> [What is needed] If a line includes "their", copy it out of the entries.

= = = = = = =

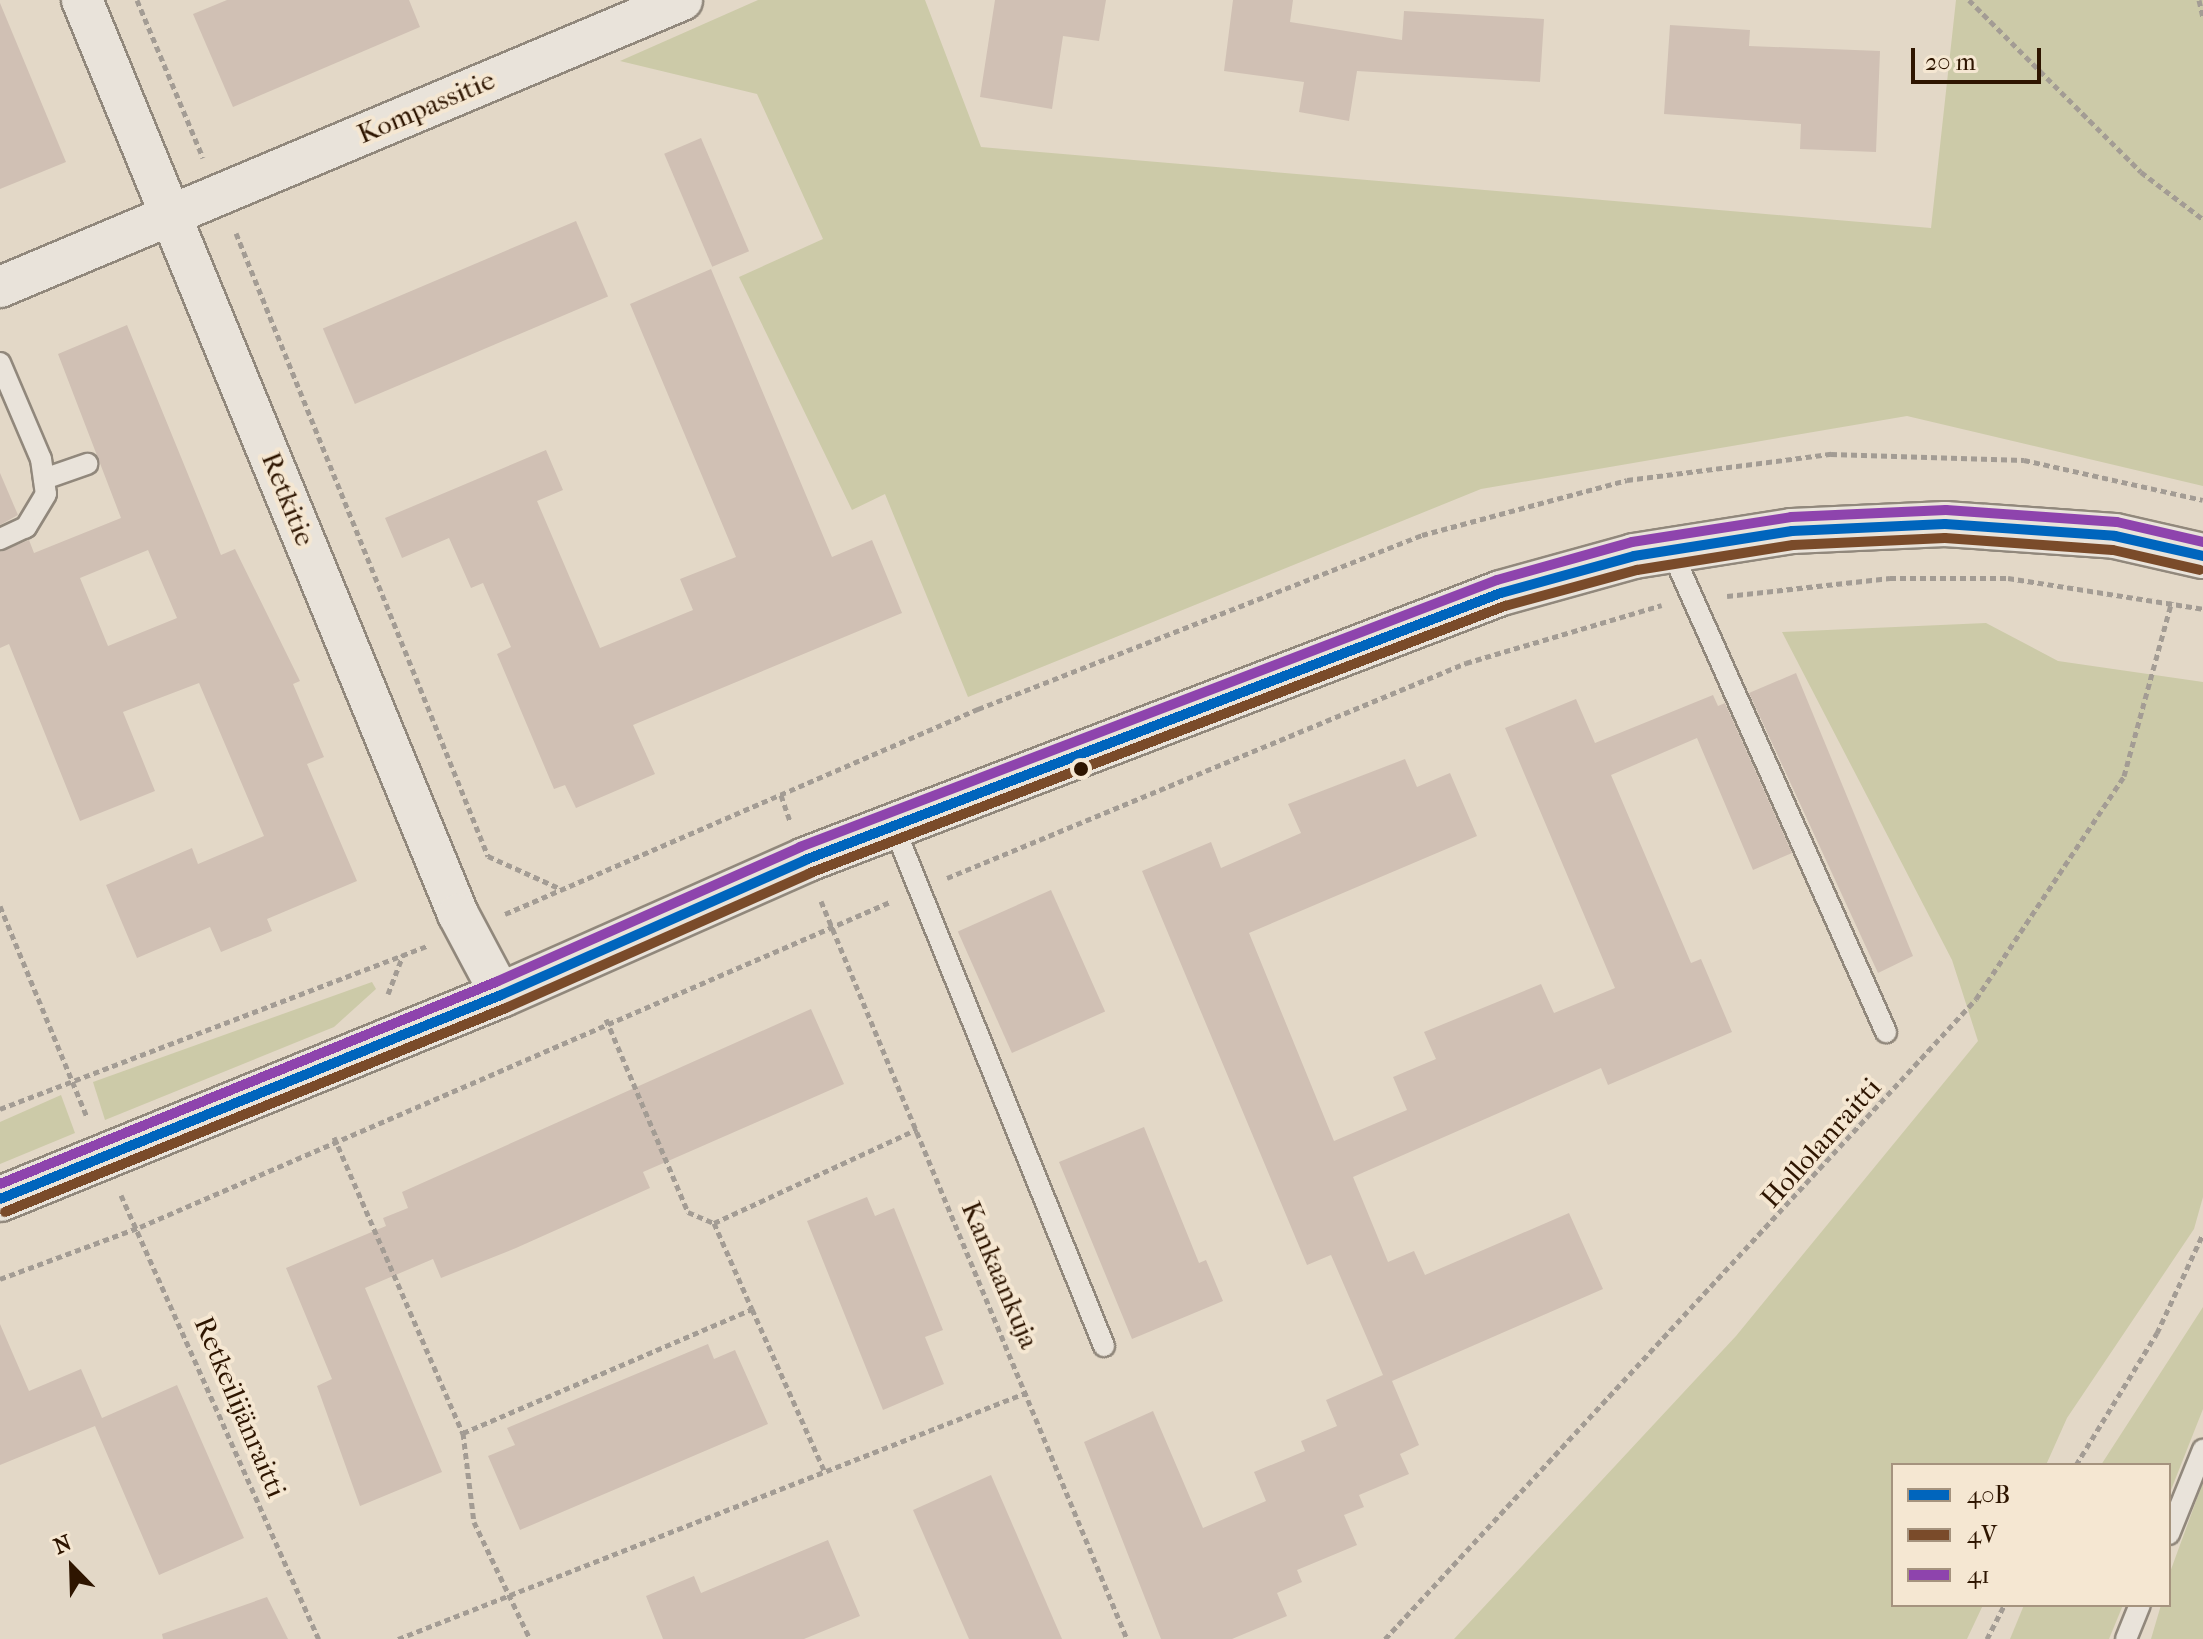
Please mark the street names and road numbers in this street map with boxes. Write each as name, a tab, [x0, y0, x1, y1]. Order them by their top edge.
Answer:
street label: Kompassitie	[352, 63, 500, 151]
street label: Retkitie	[254, 447, 322, 551]
street label: Hollolanraitti	[1754, 1071, 1888, 1215]
street label: Kankaankuja	[954, 1196, 1046, 1354]
street label: Retkeilijänraitti	[187, 1311, 293, 1503]

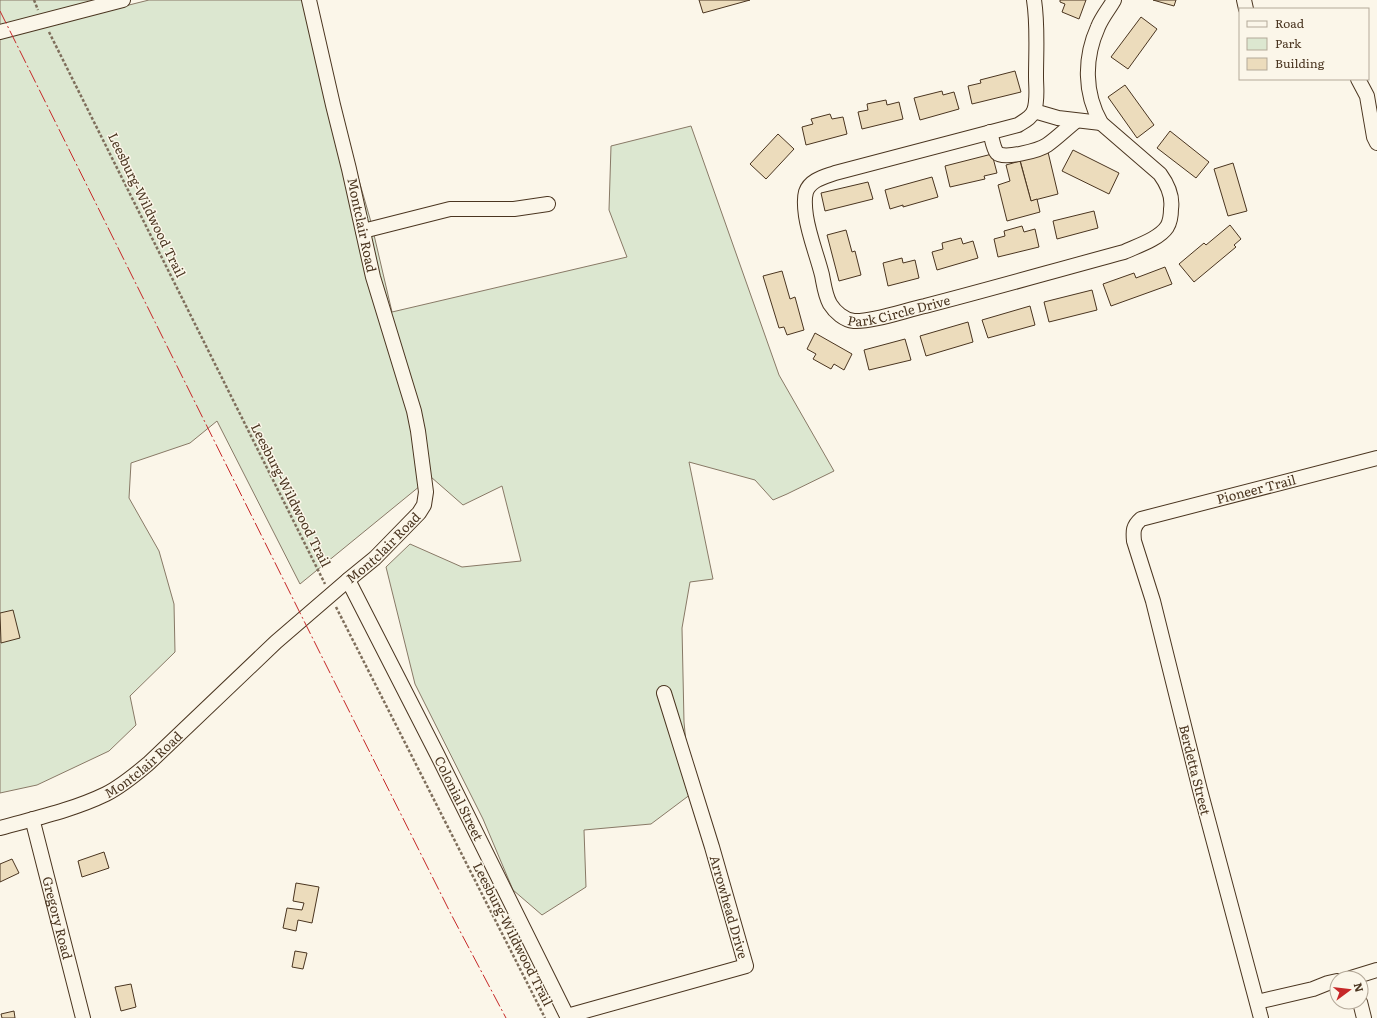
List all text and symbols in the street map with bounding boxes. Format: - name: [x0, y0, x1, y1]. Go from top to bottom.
- legend: [1239, 8, 1369, 80]
- text: Road: [1275, 14, 1305, 32]
- text: Park: [1275, 34, 1302, 52]
- text: Building: [1275, 54, 1325, 72]
- street label: Leesburg-Wildwood Trail: [104, 129, 191, 281]
- street label: Montclair Road: [343, 176, 382, 274]
- street label: Park Circle Drive: [846, 290, 952, 330]
- street label: Leesburg-Wildwood Trail: [247, 420, 336, 570]
- street label: Pioneer Trail: [1214, 469, 1298, 508]
- street label: Montclair Road: [342, 507, 424, 587]
- street label: Berdetta Street: [1175, 723, 1216, 818]
- street label: Montclair Road: [101, 726, 186, 802]
- street label: Colonial Street: [430, 753, 489, 844]
- street label: Arrowhead Drive: [706, 853, 753, 961]
- street label: Leesburg-Wildwood Trail: [469, 859, 558, 1009]
- street label: Gregory Road: [38, 874, 78, 961]
- north arrow: [1329, 970, 1369, 1010]
- text: N: [1351, 981, 1369, 994]

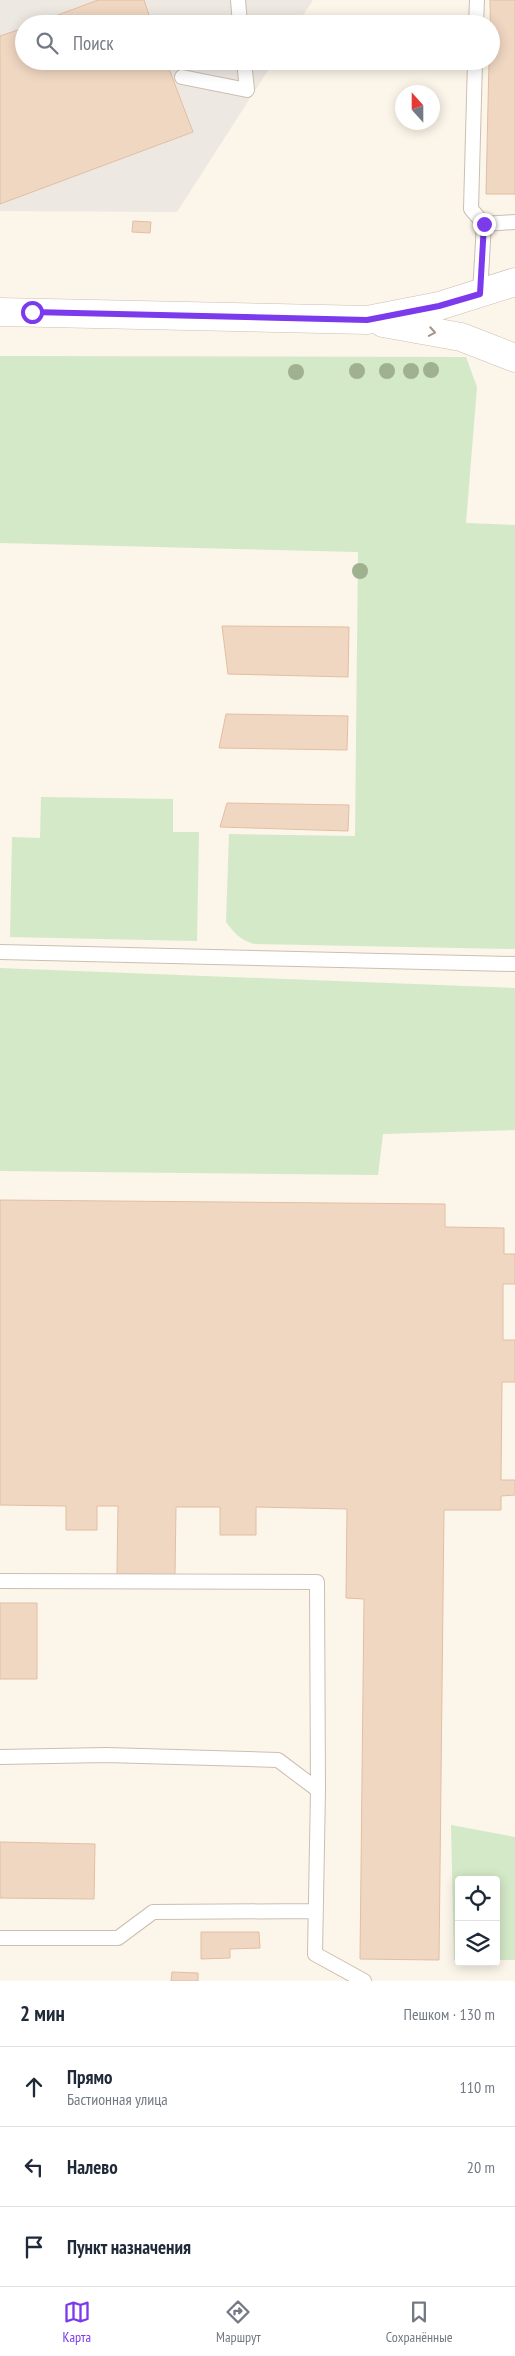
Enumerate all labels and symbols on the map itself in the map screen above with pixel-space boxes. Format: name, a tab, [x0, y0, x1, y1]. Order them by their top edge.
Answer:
north arrow	[395, 85, 440, 130]
route end	[473, 213, 496, 236]
route start	[21, 301, 44, 324]
one-way arrow	[428, 327, 436, 337]

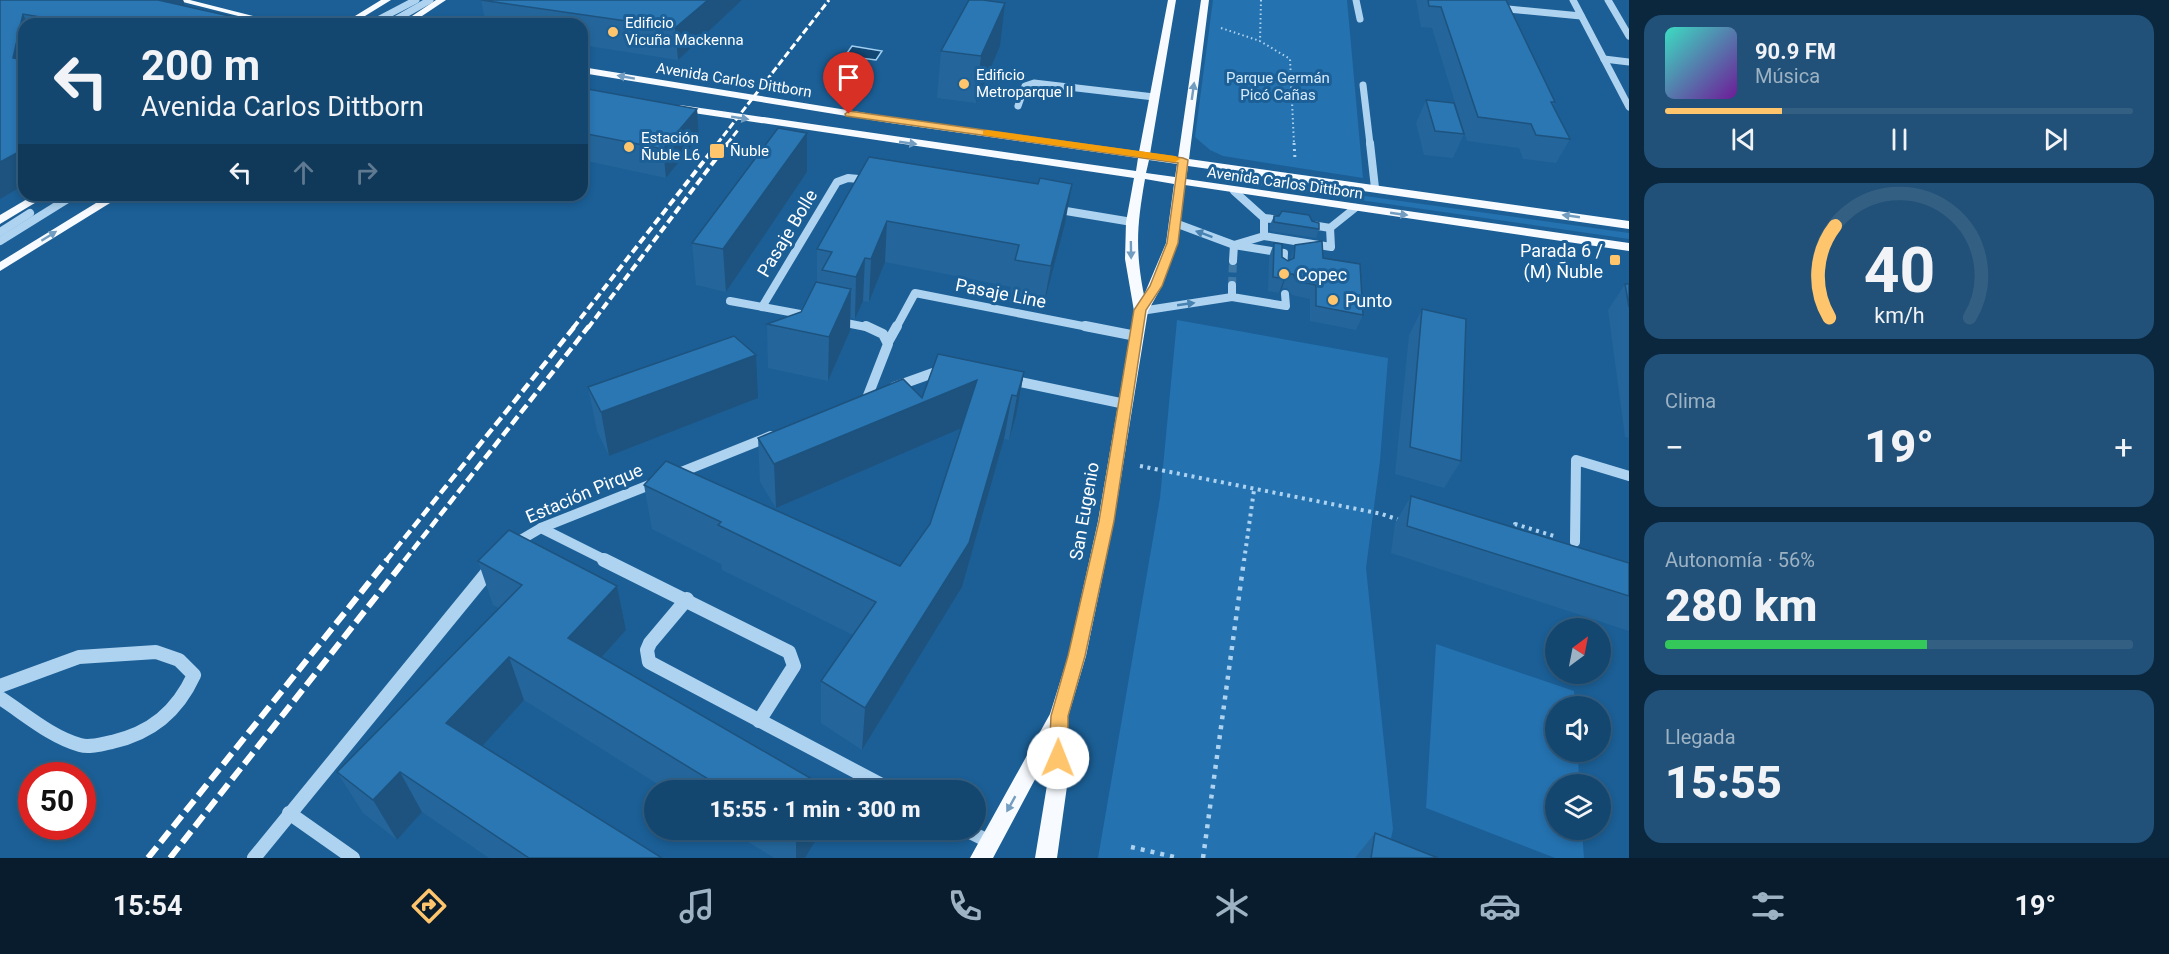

= = = = = = =

> [Task result]
Please mark the street names and road numbers in this street map with boxes. Write each as name, a tab, [x0, y0, x1, y1]. Order them by their top edge.
Enumerate all labels and symbols on the map itself in the map screen above with pixel-space boxes. Format: name, a tab, [x0, y0, x1, y1]. Order them by their top edge.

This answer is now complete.